Staying Sharp With Pregis
When it comes to end-of-line packaging, few names carry the weight of Pregis Sharp, one of Pregis’ most groundbreaking packaging solutions. Understanding how a strategic packaging partner helps integrators succeed in complex projects makes it clear why.
These packaging systems, including the Max and SX bagging machines, can quickly and neatly package nearly any product into Sharp poly bags. They are compatible with both single-machine operations and large manufacturing facilities, reducing costs and improving productivity through easily-operated inline packaging.
Pregis’ Applications Engineering team continues to help integrators plan, implement, and support the integration of Sharp machines into working distribution centers. The machines themselves are designed to compliment DCs and are built to last and provide immediate and long-term benefits — such as increasing throughput by up to 10x for some Sharp bagging systems.
The Sharp system is positioned to fit into the biggest existing opportunity for integrators: end-of-line packaging. Sharp bagging machines can be integrated with ease into existing end-of-line operations including conveyors, infeeds, or robotics and can play a key role in a fully-automated packaging facility.
Where Strategic Packaging Partners Come In
Incorporating automation into the end-of-line packaging process might be a tremendous opportunity, but only if it overcomes customer challenges. For many companies, these challenges also include ensuring any new automation fits easily into existing processes. This is where strategic packaging partners are critical.
A strategic packaging partner is an equipment supplier who:
- Works closely with integrators and customers. A strategic packaging partner works closely to make sure the solution they build works to solve the end-user’s problem — and then continues to work closely to provide support and troubleshooting.
- Has strong engineering. A strategic packaging partner lets the engineers designing the equipment lead, not the sales and marketing teams. Breakdowns in end-of-line packaging can back up an entire warehouse, so solutions need to be carefully designed and built with reliability and function in mind.
- Understands the process. Most DCs use multiple manufacturers for their automation needs, since most manufacturers specialize in one specific piece of the packaging process. A strategic packaging partner understands this, knowing where they fit in and how they can best work with the machinery upstream and downstream of their specialization.

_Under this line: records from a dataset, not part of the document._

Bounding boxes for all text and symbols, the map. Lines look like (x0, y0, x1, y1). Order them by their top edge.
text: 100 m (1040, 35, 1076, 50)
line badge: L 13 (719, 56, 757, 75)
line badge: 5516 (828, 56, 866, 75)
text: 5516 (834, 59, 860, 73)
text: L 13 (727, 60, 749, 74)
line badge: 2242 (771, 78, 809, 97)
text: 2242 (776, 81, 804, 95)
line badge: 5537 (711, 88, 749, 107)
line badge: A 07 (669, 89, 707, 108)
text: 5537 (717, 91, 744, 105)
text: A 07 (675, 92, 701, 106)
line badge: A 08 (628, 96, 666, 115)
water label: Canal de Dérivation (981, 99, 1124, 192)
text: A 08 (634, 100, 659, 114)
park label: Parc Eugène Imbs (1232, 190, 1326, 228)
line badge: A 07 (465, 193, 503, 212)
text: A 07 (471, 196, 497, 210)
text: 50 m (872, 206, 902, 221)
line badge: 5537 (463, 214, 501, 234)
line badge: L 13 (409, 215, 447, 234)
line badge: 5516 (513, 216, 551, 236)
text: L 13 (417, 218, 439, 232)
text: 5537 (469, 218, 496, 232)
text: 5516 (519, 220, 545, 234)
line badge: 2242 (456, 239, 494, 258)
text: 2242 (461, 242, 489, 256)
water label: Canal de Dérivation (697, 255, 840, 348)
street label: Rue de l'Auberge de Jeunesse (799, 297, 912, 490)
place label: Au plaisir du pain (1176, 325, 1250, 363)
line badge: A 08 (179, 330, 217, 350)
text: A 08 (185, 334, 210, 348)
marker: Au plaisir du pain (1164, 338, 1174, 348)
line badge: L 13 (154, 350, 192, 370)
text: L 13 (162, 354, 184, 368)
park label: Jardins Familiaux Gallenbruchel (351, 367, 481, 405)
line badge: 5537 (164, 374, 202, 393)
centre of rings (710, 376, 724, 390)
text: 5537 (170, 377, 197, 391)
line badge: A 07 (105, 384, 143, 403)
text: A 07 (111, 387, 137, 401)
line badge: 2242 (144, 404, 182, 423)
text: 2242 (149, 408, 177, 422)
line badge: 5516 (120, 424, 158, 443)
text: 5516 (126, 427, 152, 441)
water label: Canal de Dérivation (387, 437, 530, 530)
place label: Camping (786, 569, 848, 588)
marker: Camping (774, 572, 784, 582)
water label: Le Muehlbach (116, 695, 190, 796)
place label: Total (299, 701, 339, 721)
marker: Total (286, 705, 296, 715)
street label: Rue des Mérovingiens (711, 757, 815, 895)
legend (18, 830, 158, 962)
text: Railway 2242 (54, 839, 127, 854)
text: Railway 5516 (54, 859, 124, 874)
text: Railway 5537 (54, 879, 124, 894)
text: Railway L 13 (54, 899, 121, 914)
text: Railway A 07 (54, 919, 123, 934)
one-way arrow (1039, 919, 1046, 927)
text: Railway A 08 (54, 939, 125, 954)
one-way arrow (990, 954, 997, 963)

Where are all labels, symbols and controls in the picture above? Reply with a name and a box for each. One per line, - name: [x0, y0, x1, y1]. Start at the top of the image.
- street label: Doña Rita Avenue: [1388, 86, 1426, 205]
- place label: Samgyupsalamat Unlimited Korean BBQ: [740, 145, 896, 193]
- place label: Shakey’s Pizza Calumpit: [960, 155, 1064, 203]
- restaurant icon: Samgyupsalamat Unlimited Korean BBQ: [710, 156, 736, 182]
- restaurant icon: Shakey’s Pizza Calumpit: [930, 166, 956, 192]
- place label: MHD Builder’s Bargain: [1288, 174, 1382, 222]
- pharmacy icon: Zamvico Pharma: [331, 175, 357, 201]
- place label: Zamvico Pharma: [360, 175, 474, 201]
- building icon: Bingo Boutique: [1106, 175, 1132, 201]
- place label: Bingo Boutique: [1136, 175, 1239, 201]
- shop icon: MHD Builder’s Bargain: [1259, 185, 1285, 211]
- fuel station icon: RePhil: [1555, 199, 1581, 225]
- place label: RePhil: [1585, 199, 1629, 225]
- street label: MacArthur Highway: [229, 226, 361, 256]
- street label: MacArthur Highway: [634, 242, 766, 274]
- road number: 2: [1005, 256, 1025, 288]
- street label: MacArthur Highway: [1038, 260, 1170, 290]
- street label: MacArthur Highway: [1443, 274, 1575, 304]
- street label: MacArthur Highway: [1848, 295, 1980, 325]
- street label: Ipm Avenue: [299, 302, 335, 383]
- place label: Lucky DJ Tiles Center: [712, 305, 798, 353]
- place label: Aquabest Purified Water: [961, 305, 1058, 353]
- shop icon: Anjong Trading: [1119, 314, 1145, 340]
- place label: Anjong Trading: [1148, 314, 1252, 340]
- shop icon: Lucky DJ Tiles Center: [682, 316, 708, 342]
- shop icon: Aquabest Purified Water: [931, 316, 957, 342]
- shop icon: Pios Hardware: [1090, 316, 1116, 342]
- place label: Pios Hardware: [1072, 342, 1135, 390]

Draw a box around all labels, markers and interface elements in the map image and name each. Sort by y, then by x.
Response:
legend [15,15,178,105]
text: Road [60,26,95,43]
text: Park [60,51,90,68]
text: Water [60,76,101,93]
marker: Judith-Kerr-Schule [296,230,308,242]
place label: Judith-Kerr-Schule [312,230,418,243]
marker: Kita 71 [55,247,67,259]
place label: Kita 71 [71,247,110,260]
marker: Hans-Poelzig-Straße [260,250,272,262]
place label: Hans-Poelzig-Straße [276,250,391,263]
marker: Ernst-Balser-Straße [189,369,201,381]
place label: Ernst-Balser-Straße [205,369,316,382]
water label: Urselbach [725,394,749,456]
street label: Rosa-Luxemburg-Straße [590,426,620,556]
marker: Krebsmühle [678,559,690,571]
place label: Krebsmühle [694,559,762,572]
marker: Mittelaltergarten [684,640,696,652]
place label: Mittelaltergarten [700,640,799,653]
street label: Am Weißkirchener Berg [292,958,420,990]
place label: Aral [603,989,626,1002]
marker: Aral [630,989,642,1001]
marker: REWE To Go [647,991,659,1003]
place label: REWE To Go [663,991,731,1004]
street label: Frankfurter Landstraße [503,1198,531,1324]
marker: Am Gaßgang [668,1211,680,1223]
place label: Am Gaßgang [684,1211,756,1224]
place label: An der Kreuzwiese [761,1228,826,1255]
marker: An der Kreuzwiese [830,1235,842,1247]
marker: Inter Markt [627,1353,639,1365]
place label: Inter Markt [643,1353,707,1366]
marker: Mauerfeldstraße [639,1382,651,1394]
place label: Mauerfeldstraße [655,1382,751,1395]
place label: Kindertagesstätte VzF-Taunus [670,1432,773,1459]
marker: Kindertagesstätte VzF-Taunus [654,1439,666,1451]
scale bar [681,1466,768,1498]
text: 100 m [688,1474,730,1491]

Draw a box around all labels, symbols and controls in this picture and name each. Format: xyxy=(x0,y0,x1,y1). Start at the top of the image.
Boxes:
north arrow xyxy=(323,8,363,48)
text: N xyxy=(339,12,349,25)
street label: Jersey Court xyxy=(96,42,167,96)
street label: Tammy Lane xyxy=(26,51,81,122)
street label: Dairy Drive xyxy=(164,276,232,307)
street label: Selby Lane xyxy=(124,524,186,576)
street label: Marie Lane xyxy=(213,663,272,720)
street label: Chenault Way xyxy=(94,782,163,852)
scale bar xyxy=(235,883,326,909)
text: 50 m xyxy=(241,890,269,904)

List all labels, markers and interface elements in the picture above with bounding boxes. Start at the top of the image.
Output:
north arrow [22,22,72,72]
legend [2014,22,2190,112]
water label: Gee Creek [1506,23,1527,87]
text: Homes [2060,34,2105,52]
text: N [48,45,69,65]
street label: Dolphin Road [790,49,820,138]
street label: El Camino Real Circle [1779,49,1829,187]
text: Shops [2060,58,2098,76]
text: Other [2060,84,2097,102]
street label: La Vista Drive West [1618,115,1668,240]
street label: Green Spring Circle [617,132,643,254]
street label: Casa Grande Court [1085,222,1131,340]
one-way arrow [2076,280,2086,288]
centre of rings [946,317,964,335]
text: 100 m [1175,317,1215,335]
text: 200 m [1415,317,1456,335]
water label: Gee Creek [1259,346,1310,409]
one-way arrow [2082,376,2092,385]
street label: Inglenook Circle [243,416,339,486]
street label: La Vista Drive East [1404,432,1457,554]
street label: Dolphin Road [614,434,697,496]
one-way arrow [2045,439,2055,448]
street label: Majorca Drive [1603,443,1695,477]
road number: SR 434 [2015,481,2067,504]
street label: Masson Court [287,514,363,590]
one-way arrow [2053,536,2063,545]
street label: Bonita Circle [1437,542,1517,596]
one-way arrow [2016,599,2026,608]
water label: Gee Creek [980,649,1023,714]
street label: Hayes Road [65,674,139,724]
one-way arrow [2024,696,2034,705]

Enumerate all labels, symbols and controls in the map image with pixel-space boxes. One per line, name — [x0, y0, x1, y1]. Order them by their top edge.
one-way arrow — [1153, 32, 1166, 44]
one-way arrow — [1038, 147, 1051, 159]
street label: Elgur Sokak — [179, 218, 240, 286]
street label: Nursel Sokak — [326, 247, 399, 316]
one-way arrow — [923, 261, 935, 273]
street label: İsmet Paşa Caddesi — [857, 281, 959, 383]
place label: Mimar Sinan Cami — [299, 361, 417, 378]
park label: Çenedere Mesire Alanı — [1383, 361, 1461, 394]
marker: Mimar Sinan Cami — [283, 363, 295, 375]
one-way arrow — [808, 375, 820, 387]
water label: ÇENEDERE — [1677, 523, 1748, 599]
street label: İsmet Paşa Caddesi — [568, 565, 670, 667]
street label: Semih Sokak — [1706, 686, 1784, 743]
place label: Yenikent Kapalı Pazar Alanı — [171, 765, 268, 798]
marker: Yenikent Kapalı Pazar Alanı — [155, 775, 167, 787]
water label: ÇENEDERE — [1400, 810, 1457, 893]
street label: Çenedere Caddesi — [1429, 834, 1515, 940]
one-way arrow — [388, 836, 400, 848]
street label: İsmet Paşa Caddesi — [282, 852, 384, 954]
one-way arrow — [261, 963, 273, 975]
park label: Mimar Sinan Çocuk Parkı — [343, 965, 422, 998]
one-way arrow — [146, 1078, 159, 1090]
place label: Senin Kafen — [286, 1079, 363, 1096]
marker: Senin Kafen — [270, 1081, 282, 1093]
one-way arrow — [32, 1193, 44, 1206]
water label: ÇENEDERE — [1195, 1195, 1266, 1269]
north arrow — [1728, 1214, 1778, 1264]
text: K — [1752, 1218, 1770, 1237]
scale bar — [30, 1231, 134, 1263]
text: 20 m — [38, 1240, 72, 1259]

- Designs for optimization, not disruption. No one wants disruption in a warehouse. Since reliability is so critical to the packaging process, strategic packaging partners add value and features without scrambling everything all at once. Instead of designing for a “dream DC,” strategic packaging partners know how automation is currently used and design around that.
Our experience working with DCs across industries and regions makes our team an invaluable resource for solutions to end-user problems. Not to mention, our history and reputation are strong selling points for winning end-user trust.